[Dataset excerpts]
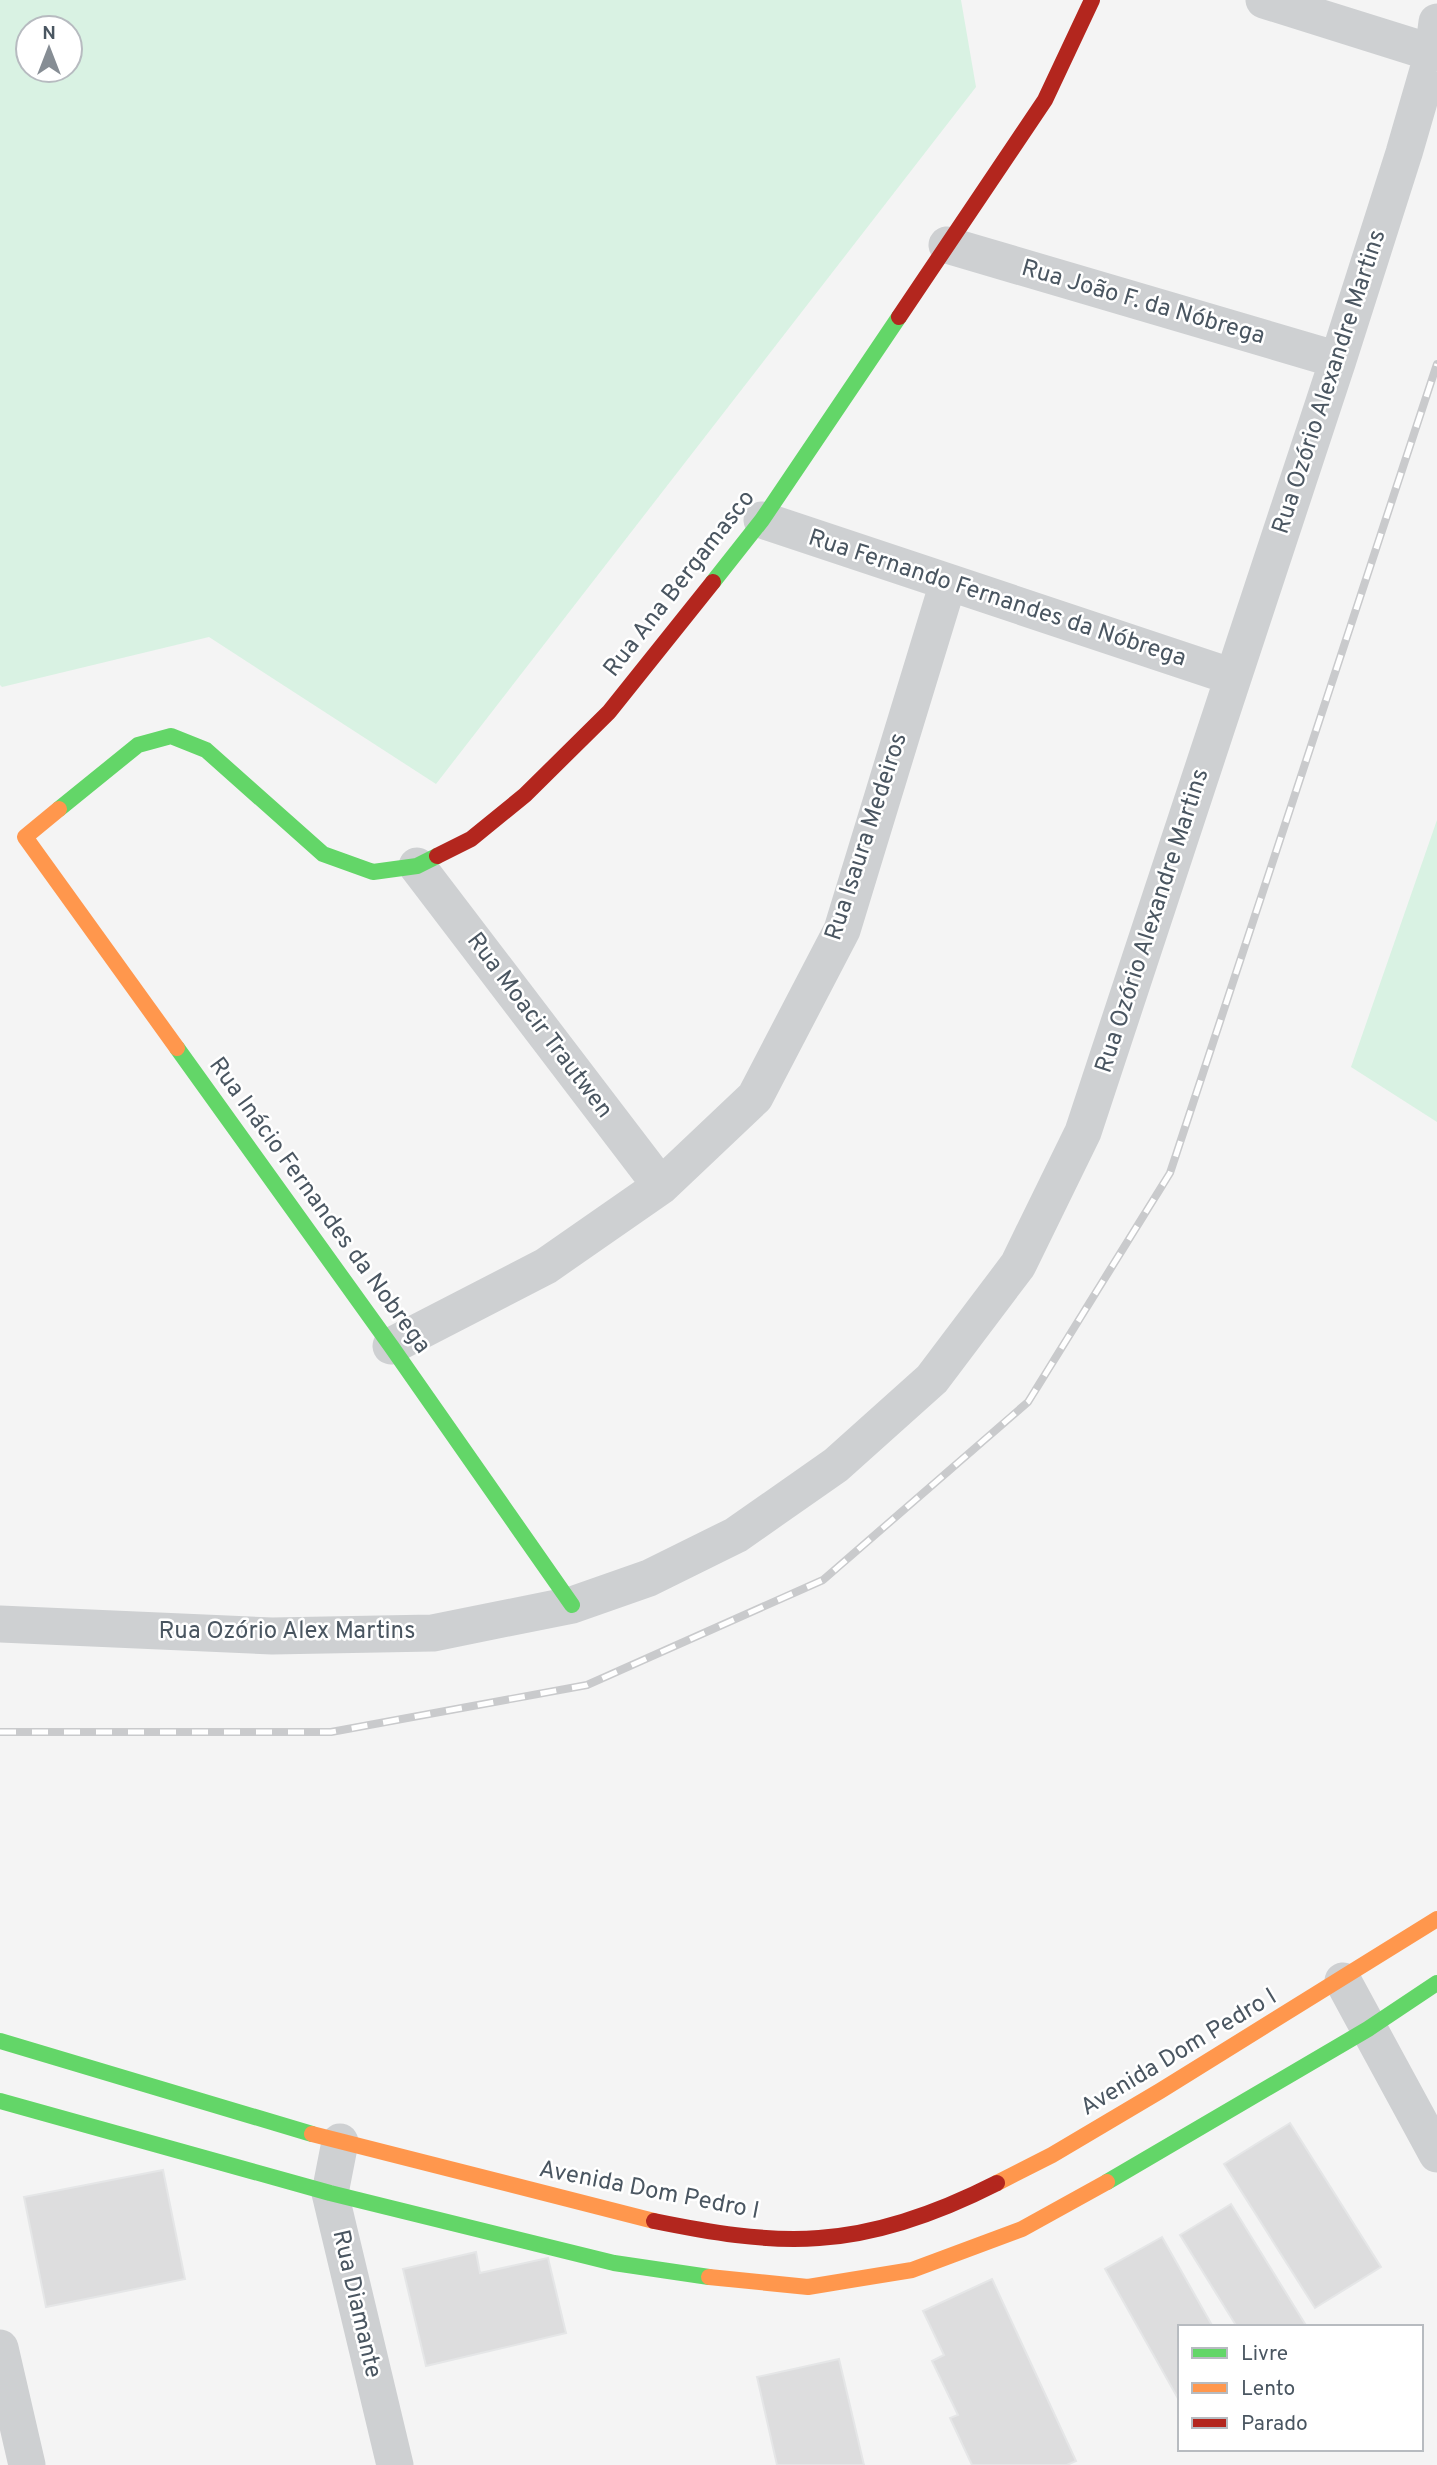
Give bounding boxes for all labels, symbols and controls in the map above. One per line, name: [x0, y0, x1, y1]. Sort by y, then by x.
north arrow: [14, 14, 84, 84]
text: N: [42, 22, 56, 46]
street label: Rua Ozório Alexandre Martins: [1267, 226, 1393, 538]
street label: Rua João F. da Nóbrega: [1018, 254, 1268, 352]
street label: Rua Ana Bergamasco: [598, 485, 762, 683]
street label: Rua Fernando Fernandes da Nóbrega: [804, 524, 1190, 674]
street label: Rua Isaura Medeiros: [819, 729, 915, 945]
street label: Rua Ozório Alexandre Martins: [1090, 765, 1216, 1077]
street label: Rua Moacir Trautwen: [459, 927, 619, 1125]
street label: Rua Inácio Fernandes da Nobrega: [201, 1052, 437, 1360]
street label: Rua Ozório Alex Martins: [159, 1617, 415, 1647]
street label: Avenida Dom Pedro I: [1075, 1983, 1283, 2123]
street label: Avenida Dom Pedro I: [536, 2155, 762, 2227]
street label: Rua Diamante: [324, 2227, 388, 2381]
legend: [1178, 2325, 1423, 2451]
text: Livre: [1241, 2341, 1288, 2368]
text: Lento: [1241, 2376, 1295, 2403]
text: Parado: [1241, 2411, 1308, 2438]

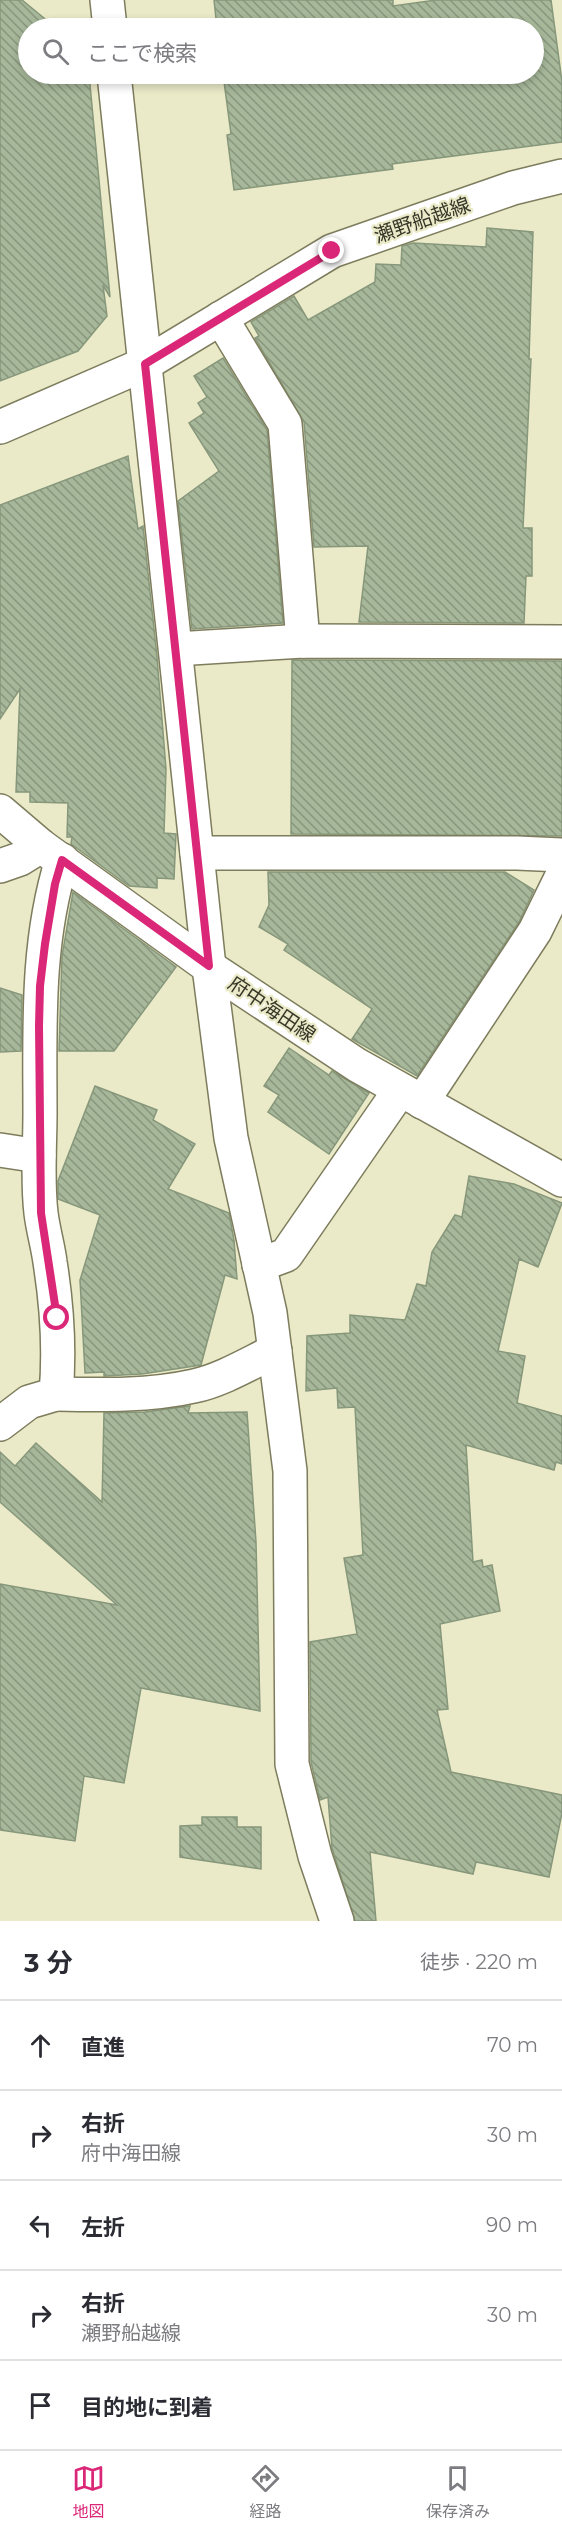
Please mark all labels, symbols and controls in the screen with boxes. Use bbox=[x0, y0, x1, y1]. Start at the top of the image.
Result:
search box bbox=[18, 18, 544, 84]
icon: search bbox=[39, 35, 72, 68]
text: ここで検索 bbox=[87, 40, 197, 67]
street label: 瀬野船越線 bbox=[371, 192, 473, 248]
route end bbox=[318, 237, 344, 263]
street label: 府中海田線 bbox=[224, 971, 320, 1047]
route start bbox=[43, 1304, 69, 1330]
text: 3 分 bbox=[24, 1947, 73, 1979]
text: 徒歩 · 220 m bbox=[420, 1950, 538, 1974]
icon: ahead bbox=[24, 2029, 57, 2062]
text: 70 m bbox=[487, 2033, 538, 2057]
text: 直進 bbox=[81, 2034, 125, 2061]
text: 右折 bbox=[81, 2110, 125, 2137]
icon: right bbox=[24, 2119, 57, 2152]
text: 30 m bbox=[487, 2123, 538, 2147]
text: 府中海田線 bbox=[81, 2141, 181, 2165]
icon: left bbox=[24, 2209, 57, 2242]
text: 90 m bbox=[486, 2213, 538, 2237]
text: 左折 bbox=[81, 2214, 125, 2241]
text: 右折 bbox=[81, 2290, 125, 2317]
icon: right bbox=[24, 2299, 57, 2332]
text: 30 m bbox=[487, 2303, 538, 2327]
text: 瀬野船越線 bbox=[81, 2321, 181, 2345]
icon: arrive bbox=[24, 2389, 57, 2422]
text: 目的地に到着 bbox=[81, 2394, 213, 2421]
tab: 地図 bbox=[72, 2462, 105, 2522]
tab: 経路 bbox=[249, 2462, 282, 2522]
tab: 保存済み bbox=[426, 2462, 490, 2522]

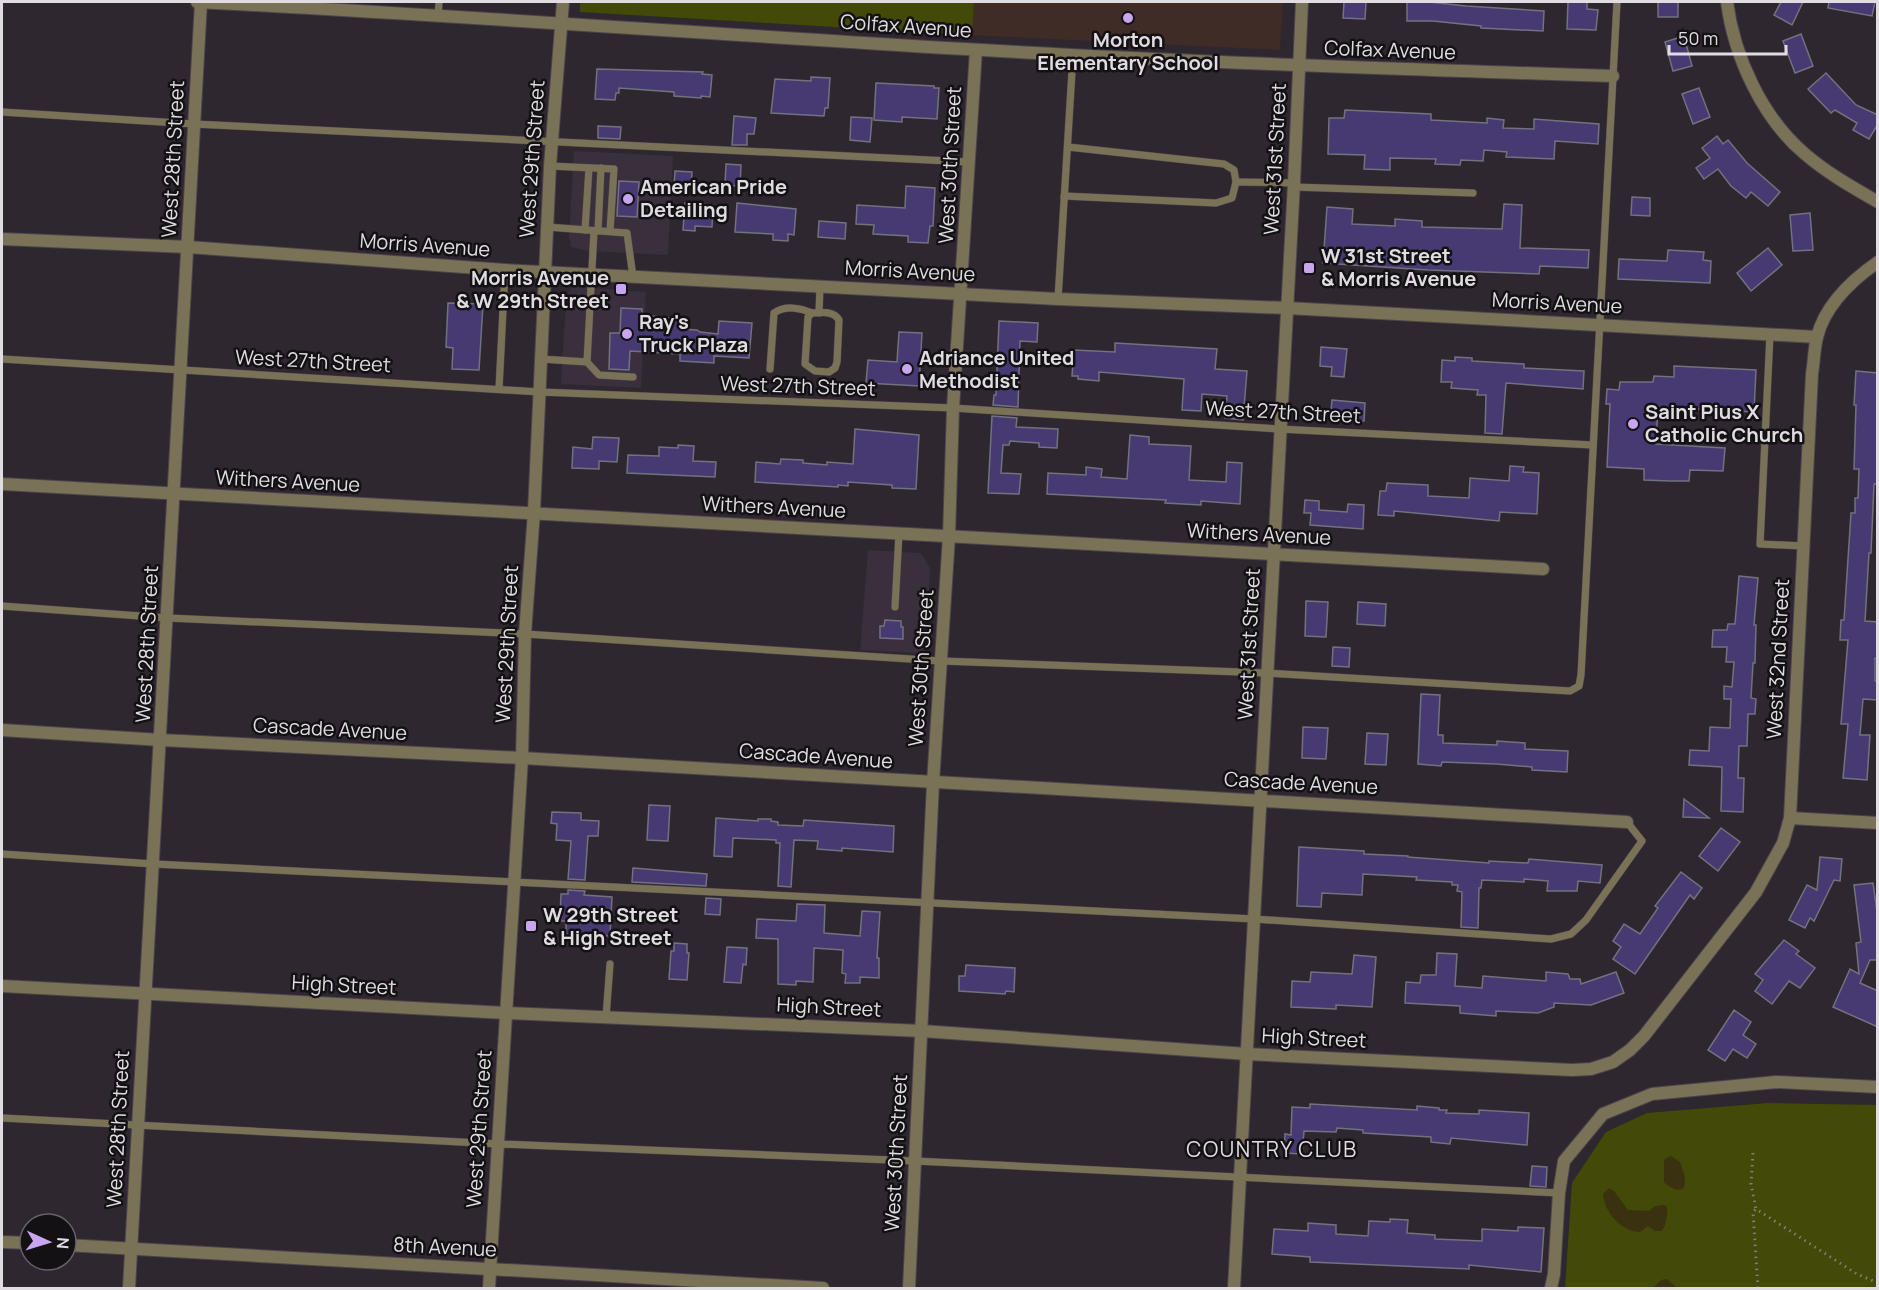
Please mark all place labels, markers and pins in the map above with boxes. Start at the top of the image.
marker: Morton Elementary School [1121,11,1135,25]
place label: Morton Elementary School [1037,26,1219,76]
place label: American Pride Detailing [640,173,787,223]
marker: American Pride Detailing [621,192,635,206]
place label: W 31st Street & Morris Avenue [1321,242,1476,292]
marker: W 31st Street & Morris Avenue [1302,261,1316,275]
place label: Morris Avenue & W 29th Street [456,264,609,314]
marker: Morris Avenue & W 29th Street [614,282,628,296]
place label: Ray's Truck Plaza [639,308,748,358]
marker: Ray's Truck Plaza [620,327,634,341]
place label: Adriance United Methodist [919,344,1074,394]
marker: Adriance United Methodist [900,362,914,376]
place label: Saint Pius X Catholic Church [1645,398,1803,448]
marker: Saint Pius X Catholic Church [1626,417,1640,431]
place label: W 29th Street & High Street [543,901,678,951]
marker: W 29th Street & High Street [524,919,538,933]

Problem: Skipping all images, print the data above a second time exactly.

The answer:
Give bounding boxes for all labels, symbols and controls in the map above. One per line, name: [x0, y0, x1, y1]. Sort by y, then by x.
north arrow: [14, 14, 84, 84]
text: N: [42, 22, 56, 46]
street label: Rua Ozório Alexandre Martins: [1267, 226, 1393, 538]
street label: Rua João F. da Nóbrega: [1018, 254, 1268, 352]
street label: Rua Ana Bergamasco: [598, 485, 762, 683]
street label: Rua Fernando Fernandes da Nóbrega: [804, 524, 1190, 674]
street label: Rua Isaura Medeiros: [819, 729, 915, 945]
street label: Rua Ozório Alexandre Martins: [1090, 765, 1216, 1077]
street label: Rua Moacir Trautwen: [459, 927, 619, 1125]
street label: Rua Inácio Fernandes da Nobrega: [201, 1052, 437, 1360]
street label: Rua Ozório Alex Martins: [159, 1617, 415, 1647]
street label: Avenida Dom Pedro I: [1075, 1983, 1283, 2123]
street label: Avenida Dom Pedro I: [536, 2155, 762, 2227]
street label: Rua Diamante: [324, 2227, 388, 2381]
legend: [1178, 2325, 1423, 2451]
text: Livre: [1241, 2341, 1288, 2368]
text: Lento: [1241, 2376, 1295, 2403]
text: Parado: [1241, 2411, 1308, 2438]

Please mark all labels, symbols and controls in the screen with boxes. Use bbox=[x0, y0, x1, y1]. Start at the top of the image.
Result:
search box bbox=[18, 18, 544, 84]
icon: search bbox=[39, 35, 72, 68]
text: ここで検索 bbox=[87, 40, 197, 67]
street label: 瀬野船越線 bbox=[371, 192, 473, 248]
route end bbox=[318, 237, 344, 263]
street label: 府中海田線 bbox=[224, 971, 320, 1047]
route start bbox=[43, 1304, 69, 1330]
text: 3 分 bbox=[24, 1947, 73, 1979]
text: 徒歩 · 220 m bbox=[420, 1950, 538, 1974]
icon: ahead bbox=[24, 2029, 57, 2062]
text: 70 m bbox=[487, 2033, 538, 2057]
text: 直進 bbox=[81, 2034, 125, 2061]
text: 右折 bbox=[81, 2110, 125, 2137]
icon: right bbox=[24, 2119, 57, 2152]
text: 30 m bbox=[487, 2123, 538, 2147]
text: 府中海田線 bbox=[81, 2141, 181, 2165]
icon: left bbox=[24, 2209, 57, 2242]
text: 90 m bbox=[486, 2213, 538, 2237]
text: 左折 bbox=[81, 2214, 125, 2241]
text: 右折 bbox=[81, 2290, 125, 2317]
icon: right bbox=[24, 2299, 57, 2332]
text: 30 m bbox=[487, 2303, 538, 2327]
text: 瀬野船越線 bbox=[81, 2321, 181, 2345]
icon: arrive bbox=[24, 2389, 57, 2422]
text: 目的地に到着 bbox=[81, 2394, 213, 2421]
tab: 地図 bbox=[72, 2462, 105, 2522]
tab: 経路 bbox=[249, 2462, 282, 2522]
tab: 保存済み bbox=[426, 2462, 490, 2522]

Please mark all place labels, markers and pins in the map above with boxes. Start at the top of the image.
marker: Morton Elementary School [1121,11,1135,25]
place label: Morton Elementary School [1037,26,1219,76]
place label: American Pride Detailing [640,173,787,223]
marker: American Pride Detailing [621,192,635,206]
place label: W 31st Street & Morris Avenue [1321,242,1476,292]
marker: W 31st Street & Morris Avenue [1302,261,1316,275]
place label: Morris Avenue & W 29th Street [456,264,609,314]
marker: Morris Avenue & W 29th Street [614,282,628,296]
place label: Ray's Truck Plaza [639,308,748,358]
marker: Ray's Truck Plaza [620,327,634,341]
place label: Adriance United Methodist [919,344,1074,394]
marker: Adriance United Methodist [900,362,914,376]
place label: Saint Pius X Catholic Church [1645,398,1803,448]
marker: Saint Pius X Catholic Church [1626,417,1640,431]
place label: W 29th Street & High Street [543,901,678,951]
marker: W 29th Street & High Street [524,919,538,933]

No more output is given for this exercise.